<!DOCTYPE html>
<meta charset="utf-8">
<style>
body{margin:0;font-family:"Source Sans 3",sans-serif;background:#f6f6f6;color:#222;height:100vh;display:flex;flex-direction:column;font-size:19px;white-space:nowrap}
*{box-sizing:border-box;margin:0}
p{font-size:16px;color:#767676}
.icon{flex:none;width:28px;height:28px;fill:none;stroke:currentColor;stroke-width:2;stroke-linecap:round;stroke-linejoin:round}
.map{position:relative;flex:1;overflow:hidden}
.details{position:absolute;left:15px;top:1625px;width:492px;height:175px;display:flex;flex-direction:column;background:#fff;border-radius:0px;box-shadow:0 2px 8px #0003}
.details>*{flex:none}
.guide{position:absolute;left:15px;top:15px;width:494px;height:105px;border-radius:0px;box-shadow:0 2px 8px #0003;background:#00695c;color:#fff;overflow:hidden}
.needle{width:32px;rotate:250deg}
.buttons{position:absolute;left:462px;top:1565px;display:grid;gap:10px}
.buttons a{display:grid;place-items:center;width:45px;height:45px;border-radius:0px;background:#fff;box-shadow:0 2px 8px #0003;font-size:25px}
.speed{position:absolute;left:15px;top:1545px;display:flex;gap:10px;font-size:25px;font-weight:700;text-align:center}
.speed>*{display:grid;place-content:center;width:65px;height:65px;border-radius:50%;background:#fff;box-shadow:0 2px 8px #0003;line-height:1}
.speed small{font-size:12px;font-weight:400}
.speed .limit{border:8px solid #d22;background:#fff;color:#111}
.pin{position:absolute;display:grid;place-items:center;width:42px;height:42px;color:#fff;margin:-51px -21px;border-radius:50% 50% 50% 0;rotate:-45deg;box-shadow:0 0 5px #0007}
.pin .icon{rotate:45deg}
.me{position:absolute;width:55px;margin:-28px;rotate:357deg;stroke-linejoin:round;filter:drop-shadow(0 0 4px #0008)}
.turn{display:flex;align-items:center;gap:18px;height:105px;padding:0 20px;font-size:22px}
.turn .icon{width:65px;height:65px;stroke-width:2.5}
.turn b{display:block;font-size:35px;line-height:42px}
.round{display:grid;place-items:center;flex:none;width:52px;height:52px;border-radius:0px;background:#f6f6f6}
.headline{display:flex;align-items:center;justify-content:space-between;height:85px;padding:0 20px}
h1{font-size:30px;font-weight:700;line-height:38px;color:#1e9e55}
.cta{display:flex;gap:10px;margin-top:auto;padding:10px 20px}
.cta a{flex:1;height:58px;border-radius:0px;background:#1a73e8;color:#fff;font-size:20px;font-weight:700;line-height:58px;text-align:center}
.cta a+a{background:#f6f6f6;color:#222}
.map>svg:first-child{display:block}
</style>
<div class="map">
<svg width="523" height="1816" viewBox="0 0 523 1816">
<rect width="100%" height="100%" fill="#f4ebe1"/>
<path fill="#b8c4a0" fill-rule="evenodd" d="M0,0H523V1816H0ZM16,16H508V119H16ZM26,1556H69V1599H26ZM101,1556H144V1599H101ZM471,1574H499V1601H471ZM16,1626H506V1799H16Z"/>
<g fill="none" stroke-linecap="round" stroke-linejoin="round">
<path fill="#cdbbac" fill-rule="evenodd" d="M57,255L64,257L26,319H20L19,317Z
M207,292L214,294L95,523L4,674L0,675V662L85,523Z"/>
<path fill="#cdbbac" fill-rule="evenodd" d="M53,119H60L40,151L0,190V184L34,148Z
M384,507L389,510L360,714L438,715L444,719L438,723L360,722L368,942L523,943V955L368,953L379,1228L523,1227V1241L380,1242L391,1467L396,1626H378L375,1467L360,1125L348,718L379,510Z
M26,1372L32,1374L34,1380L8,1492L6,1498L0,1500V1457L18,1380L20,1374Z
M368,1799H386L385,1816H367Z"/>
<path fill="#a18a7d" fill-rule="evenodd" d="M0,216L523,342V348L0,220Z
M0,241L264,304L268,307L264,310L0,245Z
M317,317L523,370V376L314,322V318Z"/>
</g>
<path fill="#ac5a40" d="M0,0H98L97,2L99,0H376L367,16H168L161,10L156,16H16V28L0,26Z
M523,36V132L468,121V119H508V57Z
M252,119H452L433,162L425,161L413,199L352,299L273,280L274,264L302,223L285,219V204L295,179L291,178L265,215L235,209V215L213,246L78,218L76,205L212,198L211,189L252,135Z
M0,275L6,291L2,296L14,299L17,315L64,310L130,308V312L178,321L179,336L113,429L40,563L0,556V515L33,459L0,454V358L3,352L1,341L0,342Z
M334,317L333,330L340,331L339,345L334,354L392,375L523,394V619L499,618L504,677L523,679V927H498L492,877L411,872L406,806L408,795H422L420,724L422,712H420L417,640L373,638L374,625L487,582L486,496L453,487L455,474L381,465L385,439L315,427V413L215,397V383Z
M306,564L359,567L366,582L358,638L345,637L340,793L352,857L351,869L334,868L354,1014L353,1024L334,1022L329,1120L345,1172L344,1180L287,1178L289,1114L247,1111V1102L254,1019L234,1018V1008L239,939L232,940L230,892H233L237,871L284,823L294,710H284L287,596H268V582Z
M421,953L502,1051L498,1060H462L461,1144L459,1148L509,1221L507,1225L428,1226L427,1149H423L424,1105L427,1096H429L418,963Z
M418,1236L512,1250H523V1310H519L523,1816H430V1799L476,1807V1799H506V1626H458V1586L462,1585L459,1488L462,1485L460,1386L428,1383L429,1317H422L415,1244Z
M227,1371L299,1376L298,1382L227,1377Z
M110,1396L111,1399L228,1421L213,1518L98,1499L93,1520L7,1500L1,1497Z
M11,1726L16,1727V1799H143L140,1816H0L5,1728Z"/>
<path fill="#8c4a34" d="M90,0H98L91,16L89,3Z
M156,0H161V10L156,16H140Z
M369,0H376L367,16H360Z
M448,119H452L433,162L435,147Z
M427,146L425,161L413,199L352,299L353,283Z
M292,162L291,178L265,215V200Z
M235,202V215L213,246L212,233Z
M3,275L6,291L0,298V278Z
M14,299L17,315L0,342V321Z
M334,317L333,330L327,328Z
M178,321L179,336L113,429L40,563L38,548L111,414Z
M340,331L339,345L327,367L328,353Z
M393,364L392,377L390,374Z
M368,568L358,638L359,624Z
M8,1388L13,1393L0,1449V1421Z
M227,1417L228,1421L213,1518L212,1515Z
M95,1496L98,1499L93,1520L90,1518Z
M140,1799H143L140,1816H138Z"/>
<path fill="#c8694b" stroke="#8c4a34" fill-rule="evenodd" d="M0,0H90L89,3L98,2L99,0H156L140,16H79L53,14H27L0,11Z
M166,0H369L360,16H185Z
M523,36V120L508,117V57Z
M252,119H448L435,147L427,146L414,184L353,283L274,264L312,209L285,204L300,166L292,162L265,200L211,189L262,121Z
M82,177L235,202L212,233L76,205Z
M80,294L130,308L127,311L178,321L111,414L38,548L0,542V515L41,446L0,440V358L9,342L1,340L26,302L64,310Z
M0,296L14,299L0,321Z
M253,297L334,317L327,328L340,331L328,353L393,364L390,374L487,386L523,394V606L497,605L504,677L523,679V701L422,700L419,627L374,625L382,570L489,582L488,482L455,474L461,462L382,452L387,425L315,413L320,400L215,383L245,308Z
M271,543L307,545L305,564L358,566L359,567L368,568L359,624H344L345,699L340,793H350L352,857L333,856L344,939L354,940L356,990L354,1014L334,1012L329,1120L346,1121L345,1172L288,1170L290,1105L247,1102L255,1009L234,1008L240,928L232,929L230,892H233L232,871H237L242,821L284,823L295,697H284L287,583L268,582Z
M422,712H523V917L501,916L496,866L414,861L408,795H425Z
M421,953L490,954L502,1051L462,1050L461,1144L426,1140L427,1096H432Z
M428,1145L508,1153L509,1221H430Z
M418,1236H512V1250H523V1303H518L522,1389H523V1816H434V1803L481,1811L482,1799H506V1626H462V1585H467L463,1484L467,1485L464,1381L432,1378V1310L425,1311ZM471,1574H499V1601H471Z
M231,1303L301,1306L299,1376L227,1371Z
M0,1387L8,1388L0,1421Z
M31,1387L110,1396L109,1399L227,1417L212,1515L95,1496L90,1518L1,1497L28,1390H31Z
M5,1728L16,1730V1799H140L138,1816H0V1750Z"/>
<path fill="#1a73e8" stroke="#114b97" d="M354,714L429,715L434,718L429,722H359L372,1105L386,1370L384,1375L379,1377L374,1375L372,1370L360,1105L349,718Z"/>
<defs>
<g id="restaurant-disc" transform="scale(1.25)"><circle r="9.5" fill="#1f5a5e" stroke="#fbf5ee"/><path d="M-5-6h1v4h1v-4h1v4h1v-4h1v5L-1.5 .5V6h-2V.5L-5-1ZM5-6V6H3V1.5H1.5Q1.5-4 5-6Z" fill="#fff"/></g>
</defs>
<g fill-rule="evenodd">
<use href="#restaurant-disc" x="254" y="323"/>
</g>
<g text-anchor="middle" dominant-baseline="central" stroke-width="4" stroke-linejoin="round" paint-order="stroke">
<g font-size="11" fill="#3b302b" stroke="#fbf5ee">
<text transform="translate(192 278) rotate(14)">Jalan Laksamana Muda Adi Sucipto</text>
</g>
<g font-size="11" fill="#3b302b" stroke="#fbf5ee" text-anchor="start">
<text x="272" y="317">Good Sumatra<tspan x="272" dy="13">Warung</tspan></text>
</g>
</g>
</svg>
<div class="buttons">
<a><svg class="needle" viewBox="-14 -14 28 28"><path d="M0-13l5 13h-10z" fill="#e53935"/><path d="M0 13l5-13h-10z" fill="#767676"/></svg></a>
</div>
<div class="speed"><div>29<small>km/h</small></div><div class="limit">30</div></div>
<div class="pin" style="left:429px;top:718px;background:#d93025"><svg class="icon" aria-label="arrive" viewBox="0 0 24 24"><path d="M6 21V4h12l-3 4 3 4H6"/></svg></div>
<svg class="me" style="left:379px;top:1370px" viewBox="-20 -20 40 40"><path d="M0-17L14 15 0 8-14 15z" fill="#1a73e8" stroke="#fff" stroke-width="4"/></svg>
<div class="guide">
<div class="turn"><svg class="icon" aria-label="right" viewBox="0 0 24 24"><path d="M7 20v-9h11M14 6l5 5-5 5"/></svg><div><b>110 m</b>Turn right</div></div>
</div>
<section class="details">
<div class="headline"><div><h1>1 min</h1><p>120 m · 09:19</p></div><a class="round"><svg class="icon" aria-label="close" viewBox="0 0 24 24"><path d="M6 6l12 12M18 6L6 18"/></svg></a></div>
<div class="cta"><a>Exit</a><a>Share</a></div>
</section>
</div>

——

> WHAT YOU HAVE TO DO
Look over the data above and show each line that contains "linecap".

> RESPONSE AREA
.icon{flex:none;width:28px;height:28px;fill:none;stroke:currentColor;stroke-width:2;stroke-linecap:round;stroke-linejoin:round}
<g fill="none" stroke-linecap="round" stroke-linejoin="round">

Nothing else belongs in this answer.